Could you copy out every line of the data where the word "lists" occurs?

[Saved entries]

· · ·

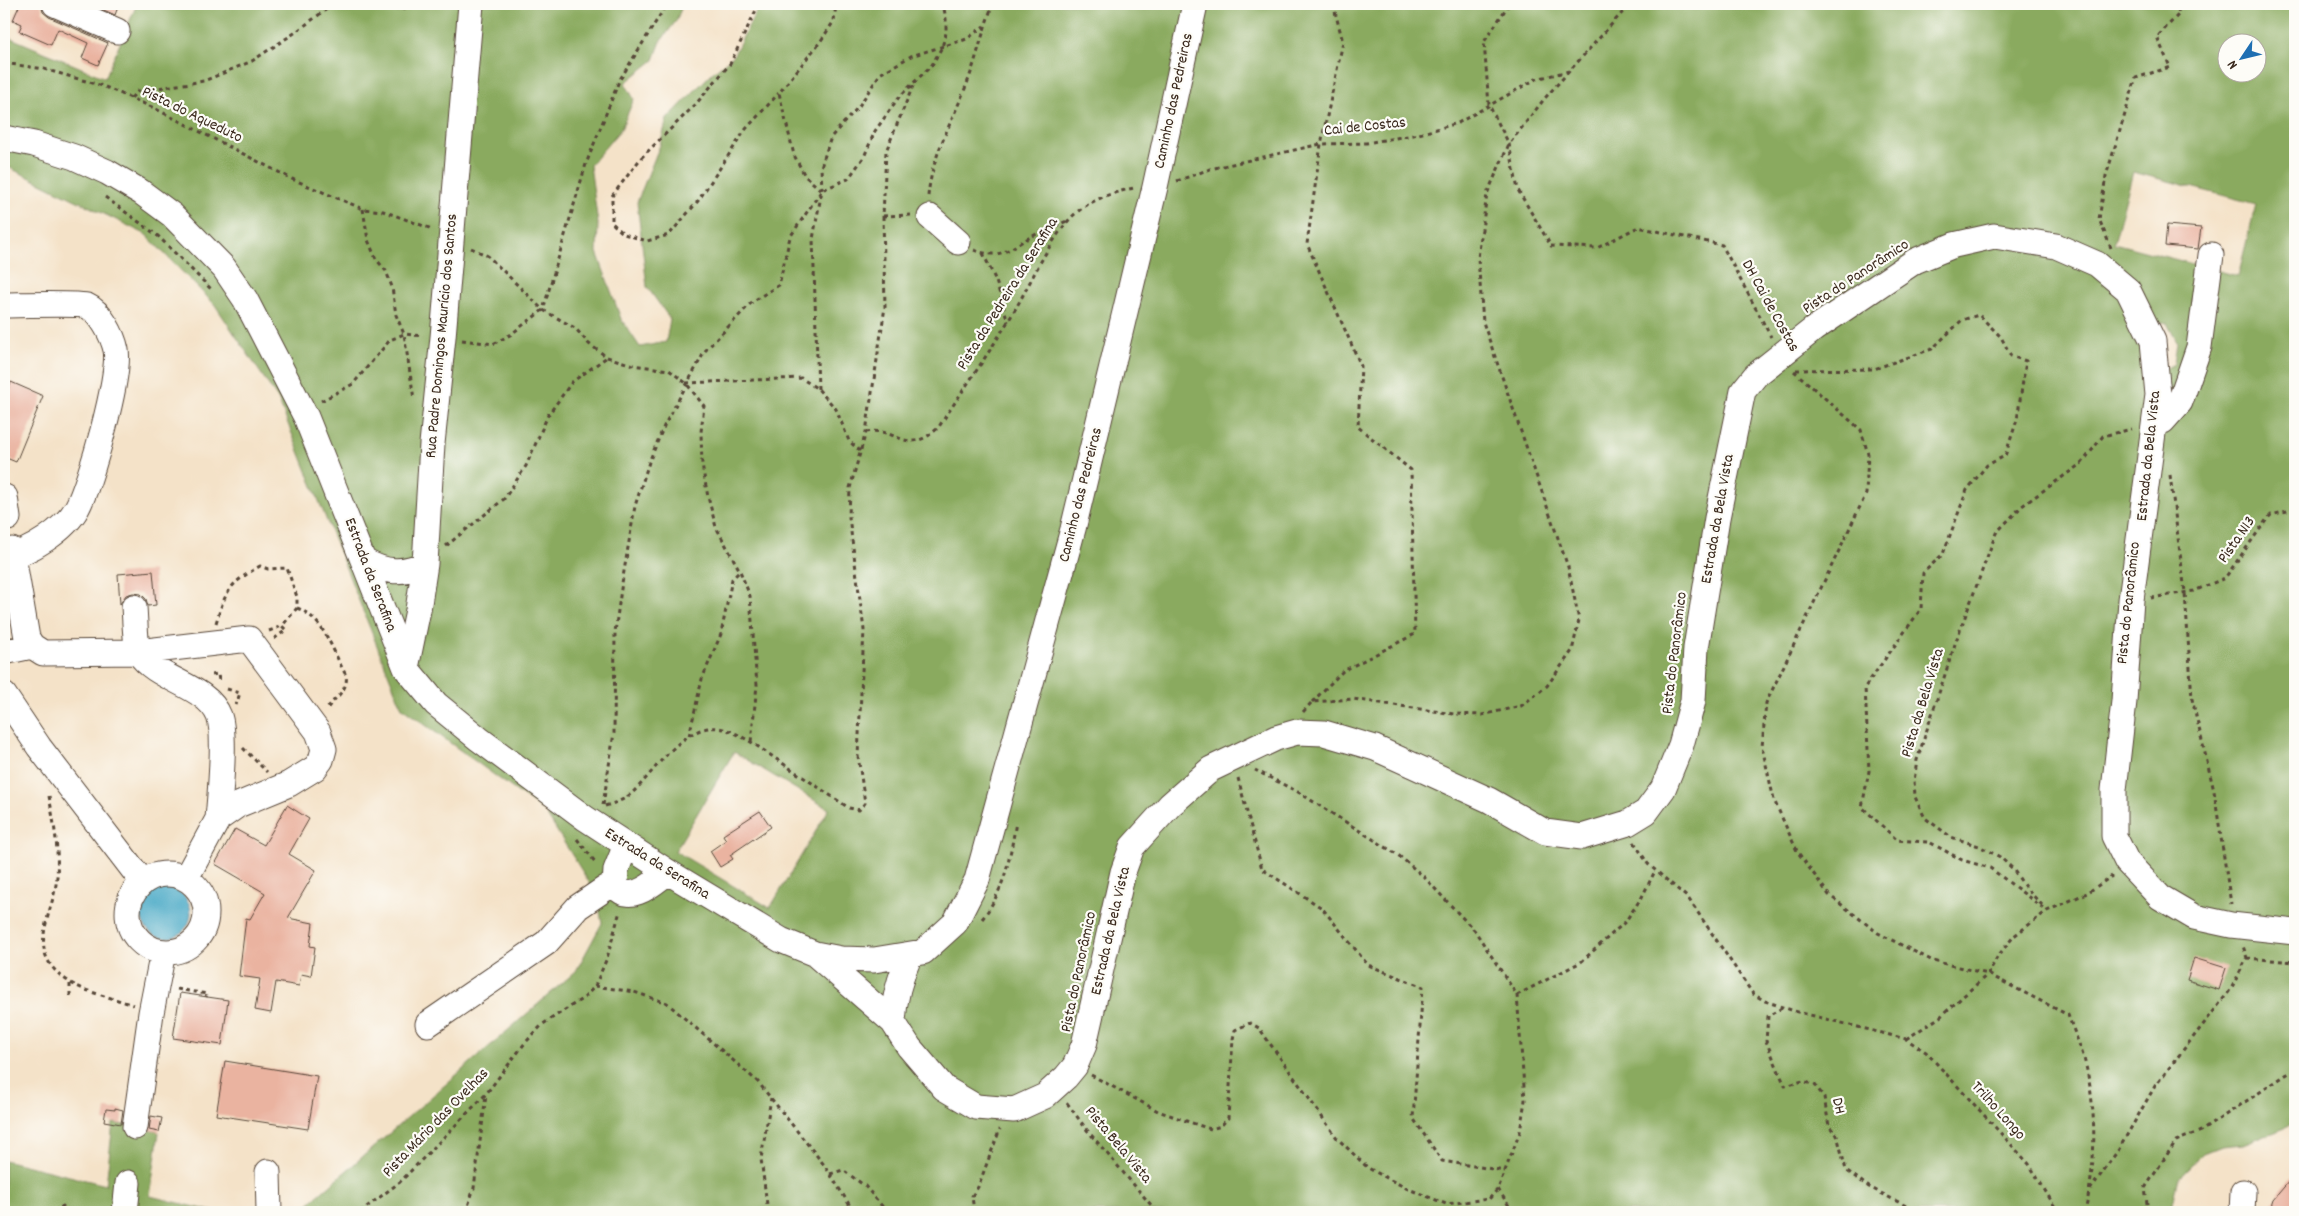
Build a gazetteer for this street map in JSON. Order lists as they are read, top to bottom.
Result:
{
  "streets": {
    "street": [
      "Caminho das Pedreiras",
      "Rua Padre Domingos Maurício dos Santos",
      "Estrada da Bela Vista",
      "Estrada da Serafina"
    ],
    "path": [
      "Pista do Aqueduto",
      "Cai de Costas",
      "Pista da Pedreira da Serafina",
      "DH Cai de Costas",
      "Pista N13",
      "Pista da Bela Vista",
      "DH",
      "Trilho Longo",
      "Pista Mário das Ovelhas",
      "Pista Bela Vista"
    ]
  },
  "crossings": [
    ["Caminho das Pedreiras", "Cai de Costas"],
    ["Caminho das Pedreiras", "Pista da Pedreira da Serafina"],
    ["Caminho das Pedreiras", "Estrada da Bela Vista"],
    ["Caminho das Pedreiras", "Estrada da Serafina"],
    ["Pista do Aqueduto", "Rua Padre Domingos Maurício dos Santos"],
    ["Cai de Costas", "Pista da Pedreira da Serafina"],
    ["DH Cai de Costas", "Estrada da Bela Vista"],
    ["DH Cai de Costas", "Pista da Bela Vista"],
    ["Rua Padre Domingos Maurício dos Santos", "Estrada da Serafina"],
    ["Estrada da Bela Vista", "Estrada da Serafina"],
    ["Estrada da Bela Vista", "Pista da Bela Vista"]
  ],
  "north": "bottom left"
}
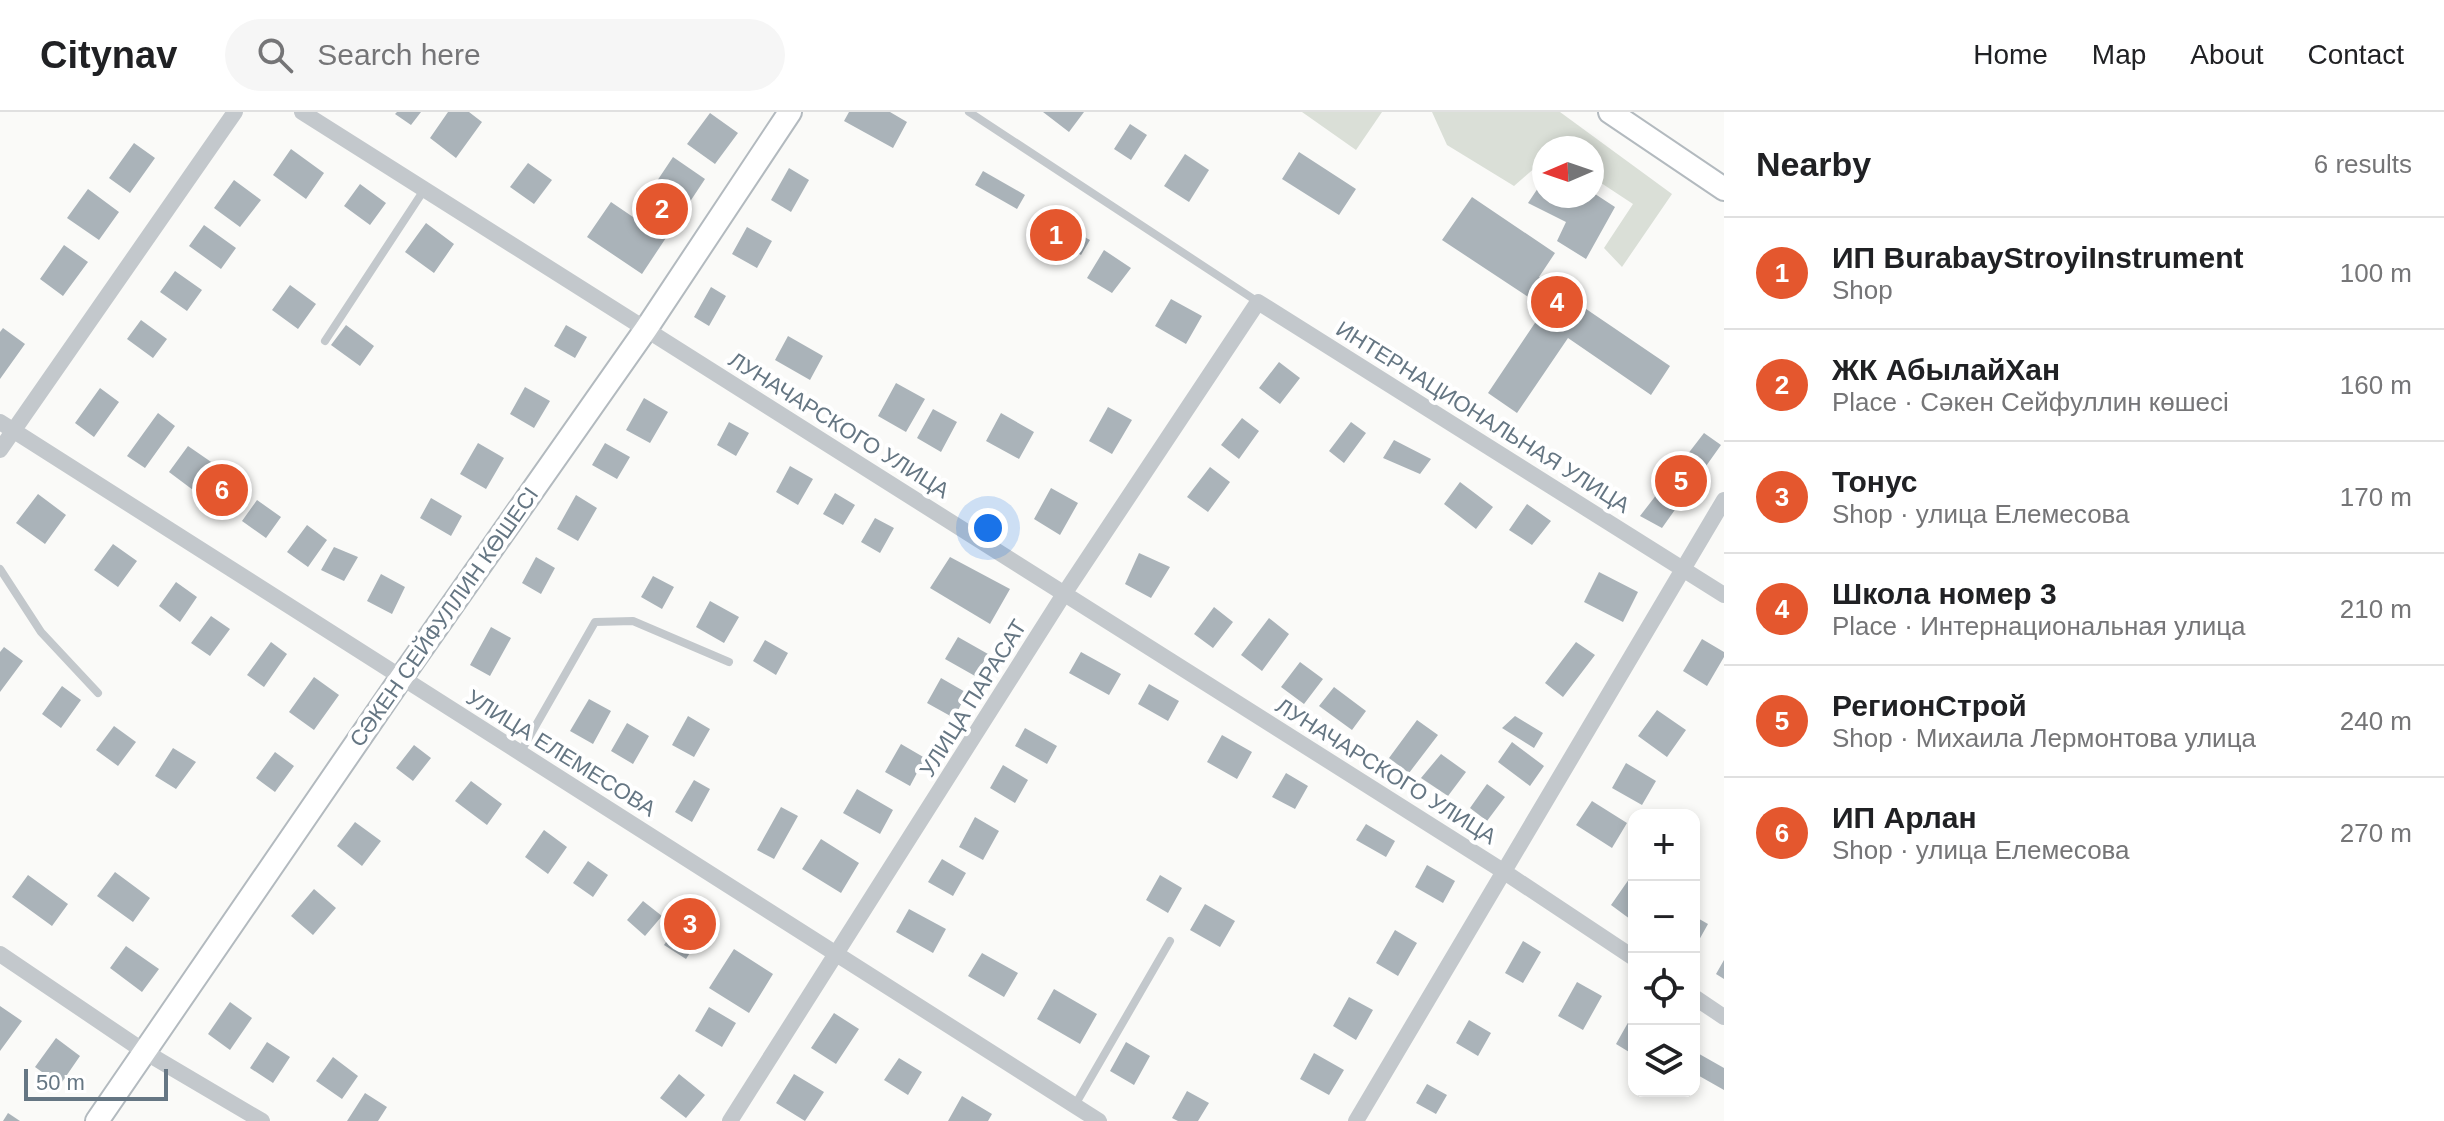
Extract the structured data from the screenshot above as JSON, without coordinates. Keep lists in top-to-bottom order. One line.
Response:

· · ·

- WRITTEN SOLUTION
Build a gazetteer for this street map in JSON. Order lists as they are read, top to bottom.
Extract the structured data from the screenshot above as JSON, without coordinates. Keep lists in top-to-bottom order. One line.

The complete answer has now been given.